** Source records follows **

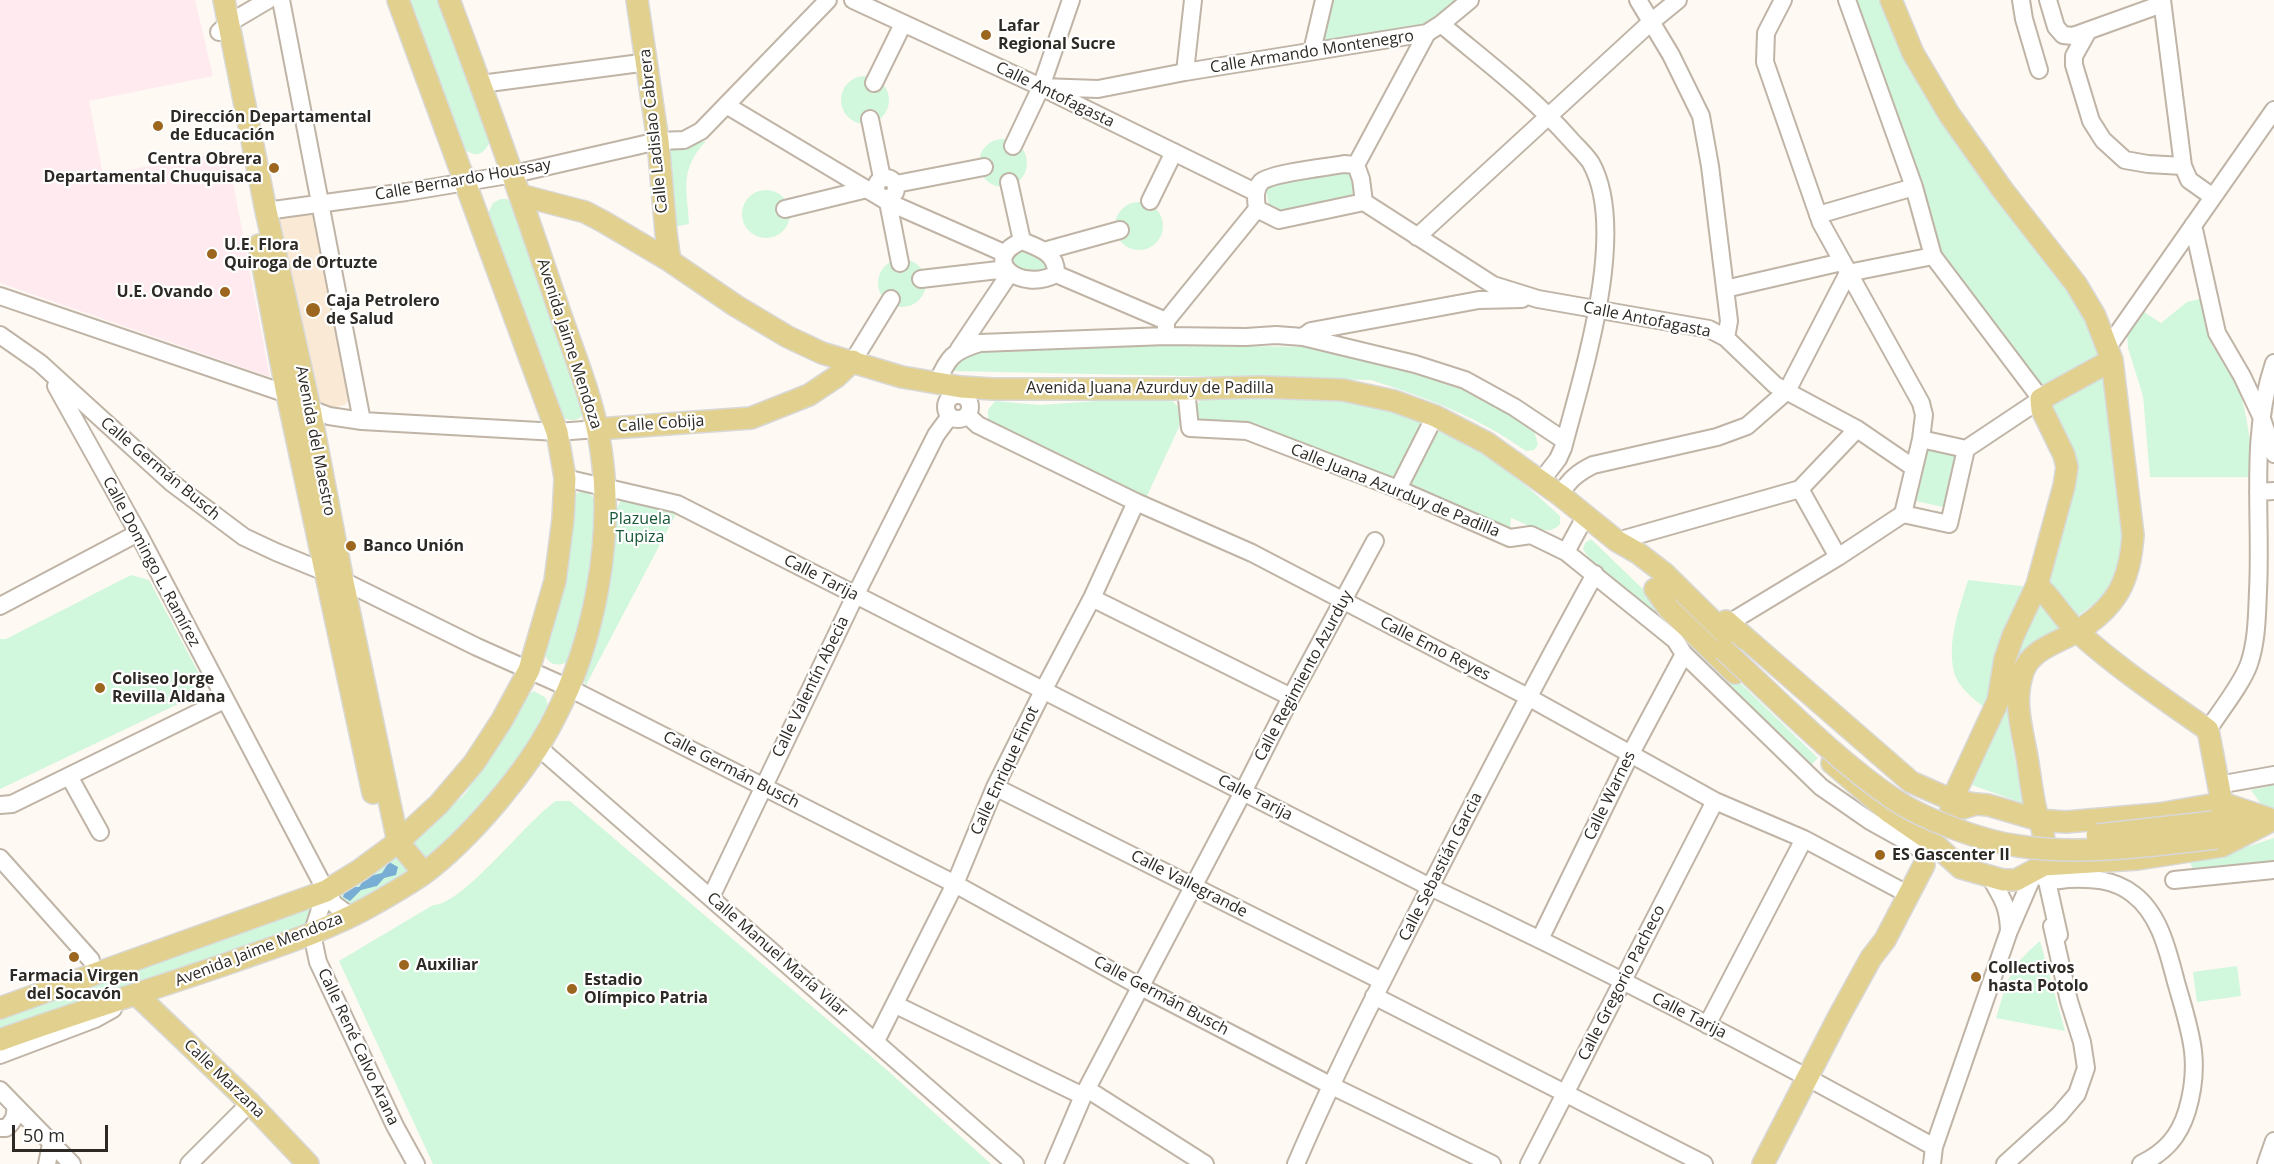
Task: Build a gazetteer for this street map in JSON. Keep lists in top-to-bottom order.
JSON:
{
  "streets": {
    "main road": [
      "Calle Ladislao Cabrera",
      "Avenida Jaime Mendoza",
      "Avenida Juana Azurduy de Padilla",
      "Calle Cobija",
      "Avenida del Maestro",
      "Calle Marzana"
    ],
    "street": [
      "Calle Armando Montenegro",
      "Calle Antofagasta",
      "Calle Bernardo Houssay",
      "Calle Germán Busch",
      "Calle Juana Azurduy de Padilla",
      "Calle Domingo L. Ramírez",
      "Calle Tarija",
      "Calle Emo Reyes",
      "Calle Regimiento Azurduy",
      "Calle Valentín Abecia",
      "Calle Enrique Finot",
      "Calle Warnes",
      "Calle Sebastián Garcia",
      "Calle Vallegrande",
      "Calle Manuel María Vilar",
      "Calle Gregorio Pacheco",
      "Calle René Calvo Arana"
    ]
  },
  "crossings": [
    ["Calle Armando Montenegro", "Calle Antofagasta"],
    ["Calle Ladislao Cabrera", "Calle Bernardo Houssay"],
    ["Calle Ladislao Cabrera", "Avenida Juana Azurduy de Padilla"],
    ["Calle Bernardo Houssay", "Avenida Jaime Mendoza"],
    ["Calle Bernardo Houssay", "Avenida del Maestro"],
    ["Avenida Jaime Mendoza", "Avenida Juana Azurduy de Padilla"],
    ["Avenida Jaime Mendoza", "Calle Cobija"],
    ["Avenida Jaime Mendoza", "Avenida del Maestro"],
    ["Avenida Jaime Mendoza", "Calle Germán Busch"],
    ["Avenida Jaime Mendoza", "Calle Domingo L. Ramírez"],
    ["Avenida Jaime Mendoza", "Calle Tarija"],
    ["Avenida Jaime Mendoza", "Calle Manuel María Vilar"],
    ["Avenida Jaime Mendoza", "Calle René Calvo Arana"],
    ["Avenida Jaime Mendoza", "Calle Marzana"],
    ["Avenida Juana Azurduy de Padilla", "Calle Cobija"],
    ["Avenida Juana Azurduy de Padilla", "Calle Juana Azurduy de Padilla"],
    ["Avenida Juana Azurduy de Padilla", "Calle Emo Reyes"],
    ["Avenida Juana Azurduy de Padilla", "Calle Valentín Abecia"],
    ["Calle Cobija", "Avenida del Maestro"],
    ["Avenida del Maestro", "Calle Germán Busch"],
    ["Calle Germán Busch", "Calle Domingo L. Ramírez"],
    ["Calle Germán Busch", "Calle Regimiento Azurduy"],
    ["Calle Germán Busch", "Calle Valentín Abecia"],
    ["Calle Germán Busch", "Calle Enrique Finot"],
    ["Calle Germán Busch", "Calle Sebastián Garcia"],
    ["Calle Juana Azurduy de Padilla", "Calle Warnes"],
    ["Calle Juana Azurduy de Padilla", "Calle Sebastián Garcia"],
    ["Calle Tarija", "Calle Regimiento Azurduy"],
    ["Calle Tarija", "Calle Valentín Abecia"],
    ["Calle Tarija", "Calle Enrique Finot"],
    ["Calle Tarija", "Calle Warnes"],
    ["Calle Tarija", "Calle Sebastián Garcia"],
    ["Calle Tarija", "Calle Gregorio Pacheco"],
    ["Calle Emo Reyes", "Calle Regimiento Azurduy"],
    ["Calle Emo Reyes", "Calle Valentín Abecia"],
    ["Calle Emo Reyes", "Calle Enrique Finot"],
    ["Calle Emo Reyes", "Calle Warnes"],
    ["Calle Emo Reyes", "Calle Sebastián Garcia"],
    ["Calle Emo Reyes", "Calle Gregorio Pacheco"],
    ["Calle Regimiento Azurduy", "Calle Vallegrande"],
    ["Calle Valentín Abecia", "Calle Manuel María Vilar"],
    ["Calle Enrique Finot", "Calle Vallegrande"],
    ["Calle Enrique Finot", "Calle Manuel María Vilar"],
    ["Calle Sebastián Garcia", "Calle Vallegrande"],
    ["Calle Vallegrande", "Calle Gregorio Pacheco"]
  ],
  "parks": ["Plazuela Tupiza"],
  "places": [
    "Lafar Regional Sucre",
    "Dirección Departamental de Educación",
    "Centra Obrera Departamental Chuquisaca",
    "U.E. Flora Quiroga de Ortuzte",
    "U.E. Ovando",
    "Caja Petrolero de Salud",
    "Banco Unión",
    "Coliseo Jorge Revilla Aldana",
    "ES Gascenter II",
    "Farmacia Virgen del Socavón",
    "Auxiliar",
    "Collectivos hasta Potolo",
    "Estadio Olímpico Patria"
  ],
  "scale_bar": "50 m"
}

** End of Source records **

**What is required**.
Your task is to set down each line above verbatim while excluding the pictures.

**Response**.
Task: Build a gazetteer for this street map in JSON. Keep lists in top-to-bottom order.
JSON:
{
  "streets": {
    "main road": [
      "Calle Ladislao Cabrera",
      "Avenida Jaime Mendoza",
      "Avenida Juana Azurduy de Padilla",
      "Calle Cobija",
      "Avenida del Maestro",
      "Calle Marzana"
    ],
    "street": [
      "Calle Armando Montenegro",
      "Calle Antofagasta",
      "Calle Bernardo Houssay",
      "Calle Germán Busch",
      "Calle Juana Azurduy de Padilla",
      "Calle Domingo L. Ramírez",
      "Calle Tarija",
      "Calle Emo Reyes",
      "Calle Regimiento Azurduy",
      "Calle Valentín Abecia",
      "Calle Enrique Finot",
      "Calle Warnes",
      "Calle Sebastián Garcia",
      "Calle Vallegrande",
      "Calle Manuel María Vilar",
      "Calle Gregorio Pacheco",
      "Calle René Calvo Arana"
    ]
  },
  "crossings": [
    ["Calle Armando Montenegro", "Calle Antofagasta"],
    ["Calle Ladislao Cabrera", "Calle Bernardo Houssay"],
    ["Calle Ladislao Cabrera", "Avenida Juana Azurduy de Padilla"],
    ["Calle Bernardo Houssay", "Avenida Jaime Mendoza"],
    ["Calle Bernardo Houssay", "Avenida del Maestro"],
    ["Avenida Jaime Mendoza", "Avenida Juana Azurduy de Padilla"],
    ["Avenida Jaime Mendoza", "Calle Cobija"],
    ["Avenida Jaime Mendoza", "Avenida del Maestro"],
    ["Avenida Jaime Mendoza", "Calle Germán Busch"],
    ["Avenida Jaime Mendoza", "Calle Domingo L. Ramírez"],
    ["Avenida Jaime Mendoza", "Calle Tarija"],
    ["Avenida Jaime Mendoza", "Calle Manuel María Vilar"],
    ["Avenida Jaime Mendoza", "Calle René Calvo Arana"],
    ["Avenida Jaime Mendoza", "Calle Marzana"],
    ["Avenida Juana Azurduy de Padilla", "Calle Cobija"],
    ["Avenida Juana Azurduy de Padilla", "Calle Juana Azurduy de Padilla"],
    ["Avenida Juana Azurduy de Padilla", "Calle Emo Reyes"],
    ["Avenida Juana Azurduy de Padilla", "Calle Valentín Abecia"],
    ["Calle Cobija", "Avenida del Maestro"],
    ["Avenida del Maestro", "Calle Germán Busch"],
    ["Calle Germán Busch", "Calle Domingo L. Ramírez"],
    ["Calle Germán Busch", "Calle Regimiento Azurduy"],
    ["Calle Germán Busch", "Calle Valentín Abecia"],
    ["Calle Germán Busch", "Calle Enrique Finot"],
    ["Calle Germán Busch", "Calle Sebastián Garcia"],
    ["Calle Juana Azurduy de Padilla", "Calle Warnes"],
    ["Calle Juana Azurduy de Padilla", "Calle Sebastián Garcia"],
    ["Calle Tarija", "Calle Regimiento Azurduy"],
    ["Calle Tarija", "Calle Valentín Abecia"],
    ["Calle Tarija", "Calle Enrique Finot"],
    ["Calle Tarija", "Calle Warnes"],
    ["Calle Tarija", "Calle Sebastián Garcia"],
    ["Calle Tarija", "Calle Gregorio Pacheco"],
    ["Calle Emo Reyes", "Calle Regimiento Azurduy"],
    ["Calle Emo Reyes", "Calle Valentín Abecia"],
    ["Calle Emo Reyes", "Calle Enrique Finot"],
    ["Calle Emo Reyes", "Calle Warnes"],
    ["Calle Emo Reyes", "Calle Sebastián Garcia"],
    ["Calle Emo Reyes", "Calle Gregorio Pacheco"],
    ["Calle Regimiento Azurduy", "Calle Vallegrande"],
    ["Calle Valentín Abecia", "Calle Manuel María Vilar"],
    ["Calle Enrique Finot", "Calle Vallegrande"],
    ["Calle Enrique Finot", "Calle Manuel María Vilar"],
    ["Calle Sebastián Garcia", "Calle Vallegrande"],
    ["Calle Vallegrande", "Calle Gregorio Pacheco"]
  ],
  "parks": ["Plazuela Tupiza"],
  "places": [
    "Lafar Regional Sucre",
    "Dirección Departamental de Educación",
    "Centra Obrera Departamental Chuquisaca",
    "U.E. Flora Quiroga de Ortuzte",
    "U.E. Ovando",
    "Caja Petrolero de Salud",
    "Banco Unión",
    "Coliseo Jorge Revilla Aldana",
    "ES Gascenter II",
    "Farmacia Virgen del Socavón",
    "Auxiliar",
    "Collectivos hasta Potolo",
    "Estadio Olímpico Patria"
  ],
  "scale_bar": "50 m"
}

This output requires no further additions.